Froguel and his colleagues sequenced the exomes of 138 people with severe, early-onset obesity and 117 of their family members. These individuals were all from consanguineous families from the Punjab province of Pakistan. Within this cohort, they uncovered four severely obese children from three unrelated families with new or rare variants in ADCY3.
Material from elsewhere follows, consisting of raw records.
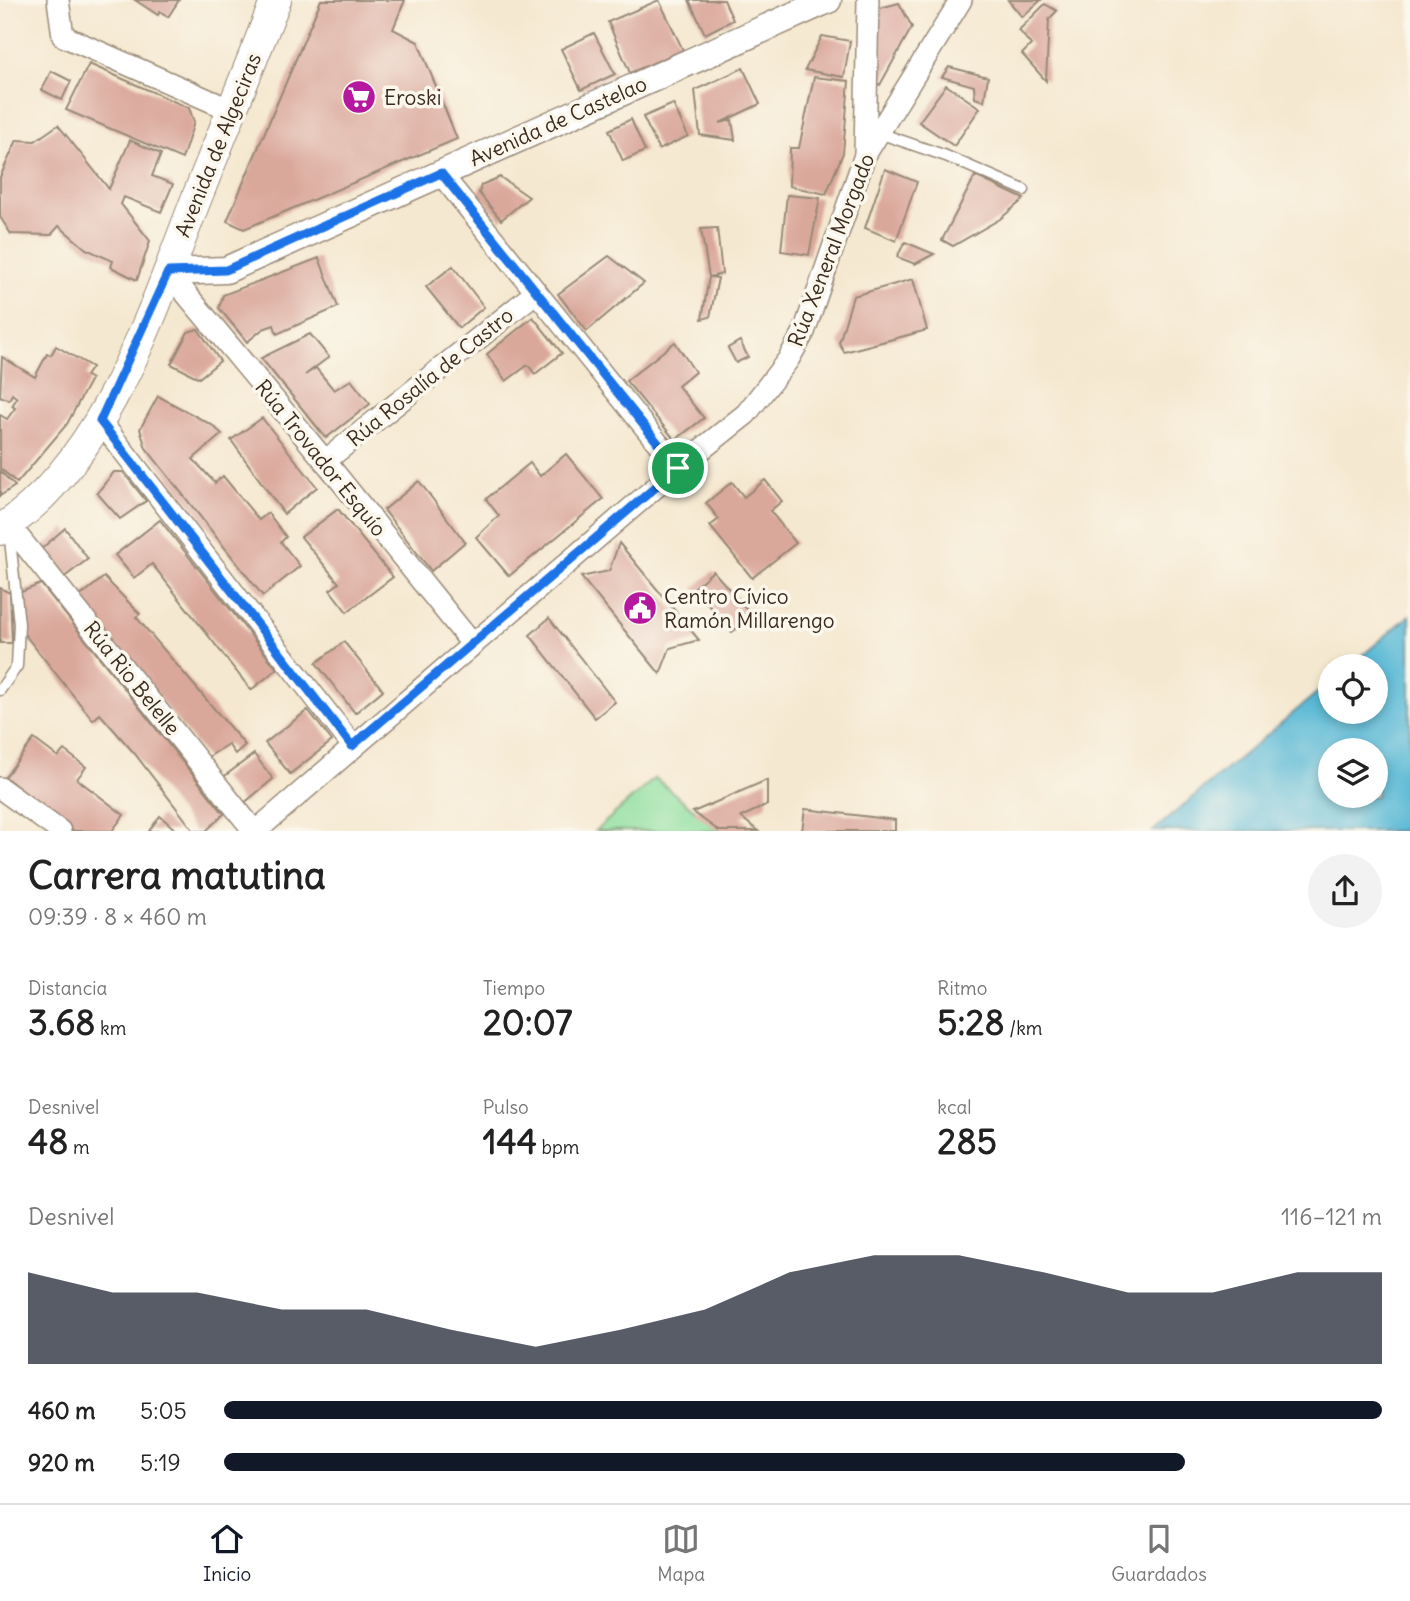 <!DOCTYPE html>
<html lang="es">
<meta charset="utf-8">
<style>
:root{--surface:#fff;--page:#f2f2f2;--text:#222;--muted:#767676;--line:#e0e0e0;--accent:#111827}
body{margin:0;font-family:Delius,sans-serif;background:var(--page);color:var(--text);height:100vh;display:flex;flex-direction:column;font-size:26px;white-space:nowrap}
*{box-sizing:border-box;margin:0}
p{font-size:23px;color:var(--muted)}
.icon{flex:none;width:38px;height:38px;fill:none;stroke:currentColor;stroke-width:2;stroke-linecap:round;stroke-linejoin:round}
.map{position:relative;height:831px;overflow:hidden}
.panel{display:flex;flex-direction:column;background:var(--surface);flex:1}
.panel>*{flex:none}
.fabs{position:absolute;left:1318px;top:654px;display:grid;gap:14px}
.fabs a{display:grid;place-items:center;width:70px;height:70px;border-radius:50%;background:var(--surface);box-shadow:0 4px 10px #0003;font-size:35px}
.pin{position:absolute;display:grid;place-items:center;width:60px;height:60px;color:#fff;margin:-30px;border:4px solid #fff;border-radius:50%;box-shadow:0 2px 7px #0007}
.round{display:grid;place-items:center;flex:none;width:74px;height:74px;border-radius:37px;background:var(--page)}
.summary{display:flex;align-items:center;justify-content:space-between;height:119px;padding:0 28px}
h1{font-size:38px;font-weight:700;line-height:52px}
.figures{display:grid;grid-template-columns:repeat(3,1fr);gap:10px;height:119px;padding:7px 28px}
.figures div{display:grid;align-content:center}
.figures b{font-size:35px;font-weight:700}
.figures small{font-size:19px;font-weight:400}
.figures p{font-size:19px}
.chart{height:196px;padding:14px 28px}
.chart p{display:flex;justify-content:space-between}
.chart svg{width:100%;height:126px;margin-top:7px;fill:var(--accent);opacity:.7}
ul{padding:0 28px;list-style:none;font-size:23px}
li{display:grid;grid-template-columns:112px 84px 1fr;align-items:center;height:52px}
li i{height:18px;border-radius:9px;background:var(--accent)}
.tabs{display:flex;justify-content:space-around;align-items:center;height:98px;border-top:2px solid var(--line);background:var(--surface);font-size:19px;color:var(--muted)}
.tabs a{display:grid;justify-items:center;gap:4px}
.tabs .active{color:var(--accent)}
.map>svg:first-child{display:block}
.green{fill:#8ddf9f;stroke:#64845e;stroke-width:2}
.water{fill:#57b8d5;stroke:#49717a;stroke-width:2;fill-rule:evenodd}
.building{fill:#daa89b}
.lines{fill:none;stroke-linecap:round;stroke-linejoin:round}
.service-casing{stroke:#988977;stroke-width:13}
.minor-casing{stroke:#988977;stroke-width:24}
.tertiary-casing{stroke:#988977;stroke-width:29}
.secondary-casing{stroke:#988977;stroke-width:32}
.service{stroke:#fff;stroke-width:10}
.minor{stroke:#fff;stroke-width:21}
.tertiary{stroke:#fff;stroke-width:26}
.secondary{stroke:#fff;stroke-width:30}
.route-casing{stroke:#fff;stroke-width:14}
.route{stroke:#1a73e8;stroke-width:9}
.labels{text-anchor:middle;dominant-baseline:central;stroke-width:7;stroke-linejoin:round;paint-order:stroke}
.poi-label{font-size:21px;fill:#3b2a1e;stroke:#fbf7ec;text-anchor:start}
.street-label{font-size:21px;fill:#3b2a1e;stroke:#fbf7ec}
</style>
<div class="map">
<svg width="1410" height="831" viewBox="0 0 1410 831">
<rect width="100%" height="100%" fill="#fbf7ec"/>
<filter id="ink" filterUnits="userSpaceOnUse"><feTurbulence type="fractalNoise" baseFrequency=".0143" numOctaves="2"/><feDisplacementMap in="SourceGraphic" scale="14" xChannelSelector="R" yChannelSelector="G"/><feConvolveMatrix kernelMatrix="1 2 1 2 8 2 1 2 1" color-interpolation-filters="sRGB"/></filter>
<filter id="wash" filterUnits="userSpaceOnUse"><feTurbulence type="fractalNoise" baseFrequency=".00686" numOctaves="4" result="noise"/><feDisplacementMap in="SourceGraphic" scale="28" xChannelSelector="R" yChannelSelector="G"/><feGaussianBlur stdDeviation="1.57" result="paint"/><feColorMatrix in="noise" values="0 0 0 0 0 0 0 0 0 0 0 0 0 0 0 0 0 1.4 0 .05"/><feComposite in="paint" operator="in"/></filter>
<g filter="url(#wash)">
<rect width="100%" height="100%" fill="#f5e8d0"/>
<polygon class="green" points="655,778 720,831 595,831"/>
<path class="water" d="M1410 615V831H1153L1330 682V712H1376V667H1349ZM1330 751H1376V796H1330Z"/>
<g id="blocks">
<g class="building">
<polygon points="135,0 179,0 168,17 160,11 158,15"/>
<polygon points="321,0 405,0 393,29 418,42 457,139 244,229 227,221"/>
<polygon points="659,0 683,50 630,73 608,22"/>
<polygon points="689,0 724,0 733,20 705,34"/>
<polygon points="1008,0 1041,0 1022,17"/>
<polygon points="899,3 912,27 880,85 876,83 876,9"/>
<polygon points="1045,4 1057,11 1049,19 1046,81 1022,54 1031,45 1019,30"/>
<polygon points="594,33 615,74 581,90 561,49"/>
<polygon points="822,36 850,41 844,77 805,70"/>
<polygon points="89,64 189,108 194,122 182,159 66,110"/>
<polygon points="949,67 988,77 984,101 975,98 974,86 942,77"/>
<polygon points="743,68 760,104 720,123 732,120 735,140 700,135 695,90"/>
<polygon points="51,71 71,81 62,100 42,90"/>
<polygon points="814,77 849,81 843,153 826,194 789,186 790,148 799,148"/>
<polygon points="946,85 980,108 954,146 919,122"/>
<polygon points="673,104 688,136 659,150 643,117"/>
<polygon points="631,119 645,151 623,161 609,130"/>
<polygon points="58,125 109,189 130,140 161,154 152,176 173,184 161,212 124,197 121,204 150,241 137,280 111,267 113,261 86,249 59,226 51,235 11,234 0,217 0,177 17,140 35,141"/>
<polygon points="885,169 917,182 896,241 865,228"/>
<polygon points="975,176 1024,199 1000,219 953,246 942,240"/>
<polygon points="500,177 529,197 501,220 479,193 481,185"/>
<polygon points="787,195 820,198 809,255 781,251"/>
<polygon points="717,228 722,274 709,277 718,278 710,317 702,319 709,277 701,229"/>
<polygon points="905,242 934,254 915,264 897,257"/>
<polygon points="609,256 644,283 587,331 558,294"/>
<polygon points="319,258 338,307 277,334 274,325 263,329 247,342 219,308 223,295"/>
<polygon points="453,266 484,307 459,328 426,287"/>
<polygon points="913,279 927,330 844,352 839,343 853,296"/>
<polygon points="533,317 562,353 535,374 528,365 506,381 487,354"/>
<polygon points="198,329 220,361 199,378 171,364 188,332"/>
<polygon points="310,334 329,357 305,375 316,368 334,390 351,380 370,404 326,438 261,358"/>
<polygon points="740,341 748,357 736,363 728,348"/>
<polygon points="675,342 695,372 678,386 704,418 675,440 626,381"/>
<polygon points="56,346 92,367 86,376 91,379 67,424 17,483 0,468 0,415 7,419 15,408 12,406 17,398 12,394 9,400 0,396 2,357 35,377 47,354 51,355"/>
<polygon points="158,396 212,425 222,434 193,459 215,483 223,476 259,520 268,513 286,537 281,542 300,566 263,596 146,448 140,429"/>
<polygon points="262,418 317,487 284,514 231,440"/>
<polygon points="566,454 603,499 509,576 476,537 499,516 486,499 530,463 540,476"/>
<polygon points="0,471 15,486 0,496"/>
<polygon points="114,472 123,472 146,501 120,519 97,493"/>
<polygon points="765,480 782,501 770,511 796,543 752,578 710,526 719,519 706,503 732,482 744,497"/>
<polygon points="419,481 465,542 431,571 384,510"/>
<polygon points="338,509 393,577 347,612 330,590 339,583 301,537"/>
<polygon points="160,520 277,669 251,690 152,564 134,578 115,555"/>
<polygon points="65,528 88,559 63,578 40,550"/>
<polygon points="619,543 699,640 670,648 660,674 581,577 609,571"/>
<polygon points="713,571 752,615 732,632 694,588"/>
<polygon points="104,577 140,614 136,617 245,745 235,754 228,744 207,758 78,598"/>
<polygon points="41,584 224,814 206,831 194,831 135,754 100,714 93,720 25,635 22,637 21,592"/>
<polygon points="0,588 10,593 12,643 0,643"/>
<polygon points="549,618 615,702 595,718 530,635"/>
<polygon points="344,642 383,690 355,713 316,663"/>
<polygon points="308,710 332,741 290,774 265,743"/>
<polygon points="34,739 58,757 64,750 86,767 77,779 124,815 112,831 74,831 5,777"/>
<polygon points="254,754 273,779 243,804 222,778"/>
<polygon points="767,780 767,805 741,817 758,831 719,831 693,812"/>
<polygon points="805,809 895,820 895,831 802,831"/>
<polygon points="160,816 177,831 149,831"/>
</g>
</g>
</g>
<g filter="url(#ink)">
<use href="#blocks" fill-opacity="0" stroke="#988977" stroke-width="2"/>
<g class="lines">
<g class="service-casing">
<g id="service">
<polyline points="879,133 946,156 1024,190"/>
<polyline points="0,690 17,666 19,624 9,530"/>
</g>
</g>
<g class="minor-casing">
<g id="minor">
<polyline points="58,0 63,36 231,110"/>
<polyline points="865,155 868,0"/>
<polyline points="441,174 678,468"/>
<polyline points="168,272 325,461 473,645"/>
<polyline points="100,421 353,746"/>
<polyline points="325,461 535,293"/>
<polyline points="9,525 254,831"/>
<polyline points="0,788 60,831"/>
<polyline points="256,831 678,468 746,414 788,360 804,332 865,155 961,0"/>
</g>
</g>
<g class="tertiary-casing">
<polyline id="tertiary" points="168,272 226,270 828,0"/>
</g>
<g class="secondary-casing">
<path id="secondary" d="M0 530C105 462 153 310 197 197 223 131 250 66 276 0"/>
</g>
<use href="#service" class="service"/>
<use href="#minor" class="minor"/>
<use href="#tertiary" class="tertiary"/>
<use href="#secondary" class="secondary"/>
</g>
</g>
<g class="lines" filter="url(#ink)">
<g class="route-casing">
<polygon id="route" points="441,173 678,468 352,746 100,421 168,272 226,270"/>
</g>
<use href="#route" class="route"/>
</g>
<defs>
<g id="supermarket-disc" transform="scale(1.75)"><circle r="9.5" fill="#b5179e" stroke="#fbf7ec"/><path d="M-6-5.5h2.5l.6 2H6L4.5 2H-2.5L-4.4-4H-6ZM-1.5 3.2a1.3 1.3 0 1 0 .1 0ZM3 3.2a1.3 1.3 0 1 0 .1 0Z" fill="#fff"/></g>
<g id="civic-disc" transform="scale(1.75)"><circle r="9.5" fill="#b5179e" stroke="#fbf7ec"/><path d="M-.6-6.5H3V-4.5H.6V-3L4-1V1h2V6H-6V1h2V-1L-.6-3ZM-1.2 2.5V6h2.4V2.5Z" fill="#fff"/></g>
</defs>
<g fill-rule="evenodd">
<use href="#supermarket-disc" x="359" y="97"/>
<use href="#civic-disc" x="640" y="608"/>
</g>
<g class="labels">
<g class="poi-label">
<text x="384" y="97">Eroski</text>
<text x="664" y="596">Centro Cívico<tspan x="664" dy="24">Ramón Millarengo</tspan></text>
</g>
<g class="street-label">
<text transform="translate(558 121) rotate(-24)">Avenida de Castelao</text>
<text transform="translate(218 145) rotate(-68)">Avenida de Algeciras</text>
<text transform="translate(831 250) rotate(-69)">Rúa Xeneral Morgado</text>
<text transform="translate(430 377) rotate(-39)">Rúa Rosalía de Castro</text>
<text transform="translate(321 458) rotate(51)">Rúa Trovador Esquío</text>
<text transform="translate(132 678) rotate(51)">Rúa Rio Belelle</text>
</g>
</g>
</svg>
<div class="fabs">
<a><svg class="icon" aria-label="locate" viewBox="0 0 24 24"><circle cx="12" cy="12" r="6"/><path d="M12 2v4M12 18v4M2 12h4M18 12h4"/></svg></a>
<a><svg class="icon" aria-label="layers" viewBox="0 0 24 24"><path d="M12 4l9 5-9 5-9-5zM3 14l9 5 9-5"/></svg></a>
</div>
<div class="pin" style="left:678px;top:468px;background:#1e9e55"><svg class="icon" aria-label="arrive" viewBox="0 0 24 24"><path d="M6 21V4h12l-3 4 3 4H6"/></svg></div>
</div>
<section class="panel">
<div class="summary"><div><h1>Carrera matutina</h1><p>09:39 · 8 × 460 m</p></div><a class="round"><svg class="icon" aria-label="share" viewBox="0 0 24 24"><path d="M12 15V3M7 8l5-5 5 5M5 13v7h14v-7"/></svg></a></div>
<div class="figures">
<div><p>Distancia</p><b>3.68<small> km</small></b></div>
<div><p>Tiempo</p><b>20:07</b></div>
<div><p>Ritmo</p><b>5:28<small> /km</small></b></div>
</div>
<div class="figures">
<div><p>Desnivel</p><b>48<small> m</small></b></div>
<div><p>Pulso</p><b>144<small> bpm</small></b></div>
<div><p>kcal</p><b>285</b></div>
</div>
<div class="chart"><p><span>Desnivel</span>116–121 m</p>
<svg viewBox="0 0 160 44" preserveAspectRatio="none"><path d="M0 44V12L10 19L20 19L30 25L40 25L50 32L60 38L70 32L80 25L90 12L100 6L110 6L120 12L130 19L140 19L150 12L160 12V44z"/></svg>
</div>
<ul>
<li><b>460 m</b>5:05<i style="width:100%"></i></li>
<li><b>920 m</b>5:19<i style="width:83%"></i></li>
</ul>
</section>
<nav class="tabs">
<a class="active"><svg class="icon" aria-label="home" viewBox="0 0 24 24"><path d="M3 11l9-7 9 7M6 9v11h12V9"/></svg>Inicio</a>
<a><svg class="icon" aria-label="map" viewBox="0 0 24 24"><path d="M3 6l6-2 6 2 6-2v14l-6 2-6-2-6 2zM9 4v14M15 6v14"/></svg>Mapa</a>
<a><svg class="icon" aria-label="saved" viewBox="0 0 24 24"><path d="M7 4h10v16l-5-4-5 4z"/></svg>Guardados</a>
</nav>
The researchers separately sequenced the exome of a child from a non-consanguineous family of European-American ancestry with severe obesity, and found a compound heterozygous mutation affecting ADCY3.

All these mutated sites in ADYC3 are highly conserved, the researchers noted, suggesting that they have evolutionary significance. ADYC3 belongs to a family of cyclases that catalyze the synthesis of cyclic AMP from ATP. Each of the mutations is predicted to affect the function of the ADYC3 protein, either by being a loss-of-function mutation or by affecting the protein's conformation, the researchers reported.

In addition, Froguel and his colleagues found that mice lacking ADYC3 had an increased appetite and became obese. They also noted that selective ablation of ADYC3 in the mouse brain — the gene is expressed in the hypothalamus — also led to an increase in body fat mass. Further, mice with gain-of-function ADYC3 mutations have less body fat than wild-type mice and are resistant to obesity when fed a high-fat diet.

In the second paper, University of Copenhagen researchers particularly screened for loss-of-function variants associated with obesity within a cohort of Greenlanders. Within this group, they linked an ADYC3 variant that's predicted to eliminate a splice-acceptor site with obesity. Copenhagen's Torben Hansen and his colleagues further searched for this variant among a wider portion of Greenlanders, and found that it has a minor allele frequency of 2.3 percent in the study population.

They uncovered seven individuals who were homozygous for the variant and noted that they had BMIs that were 7.3 kilograms per meter squared higher than the rest of the study population. In addition, three of those seven individuals had type 2 diabetes, one had impaired glucose tolerance, and one had impaired fasting glucose.

Homozygous carriers of the variant Hansen and his colleagues found weren't present in a number of genomic databases, including the non-Greenlandic individuals in the Genome Aggregation Database Consortium and the GoT2D, T2DGenes, SIGMA, LuCAMP, and gnomAD datasets. However, they did find other, rare predicted loss-of-function variants in ADYC3 as well as a heterozygous form of the mutation. The heterozygous carriers, the researchers noted, also had an elevated level of type 2 diabetes.

ADYC3, the Copenhagen team noted, could present a treatment target for obesity and type 2 diabetes.

A third study found that the MC4R and ADYC3 proteins colocalize. In particular, the team from the University of California, San Francisco, reported that the two proteins colocalize at the primary cilia of certain neurons in the hypothalamus.

There, the researchers said, the two proteins transduce signals involved in energy homeostasis, and that mutations affecting the two proteins likely contribute to severe obesity by affecting that signaling.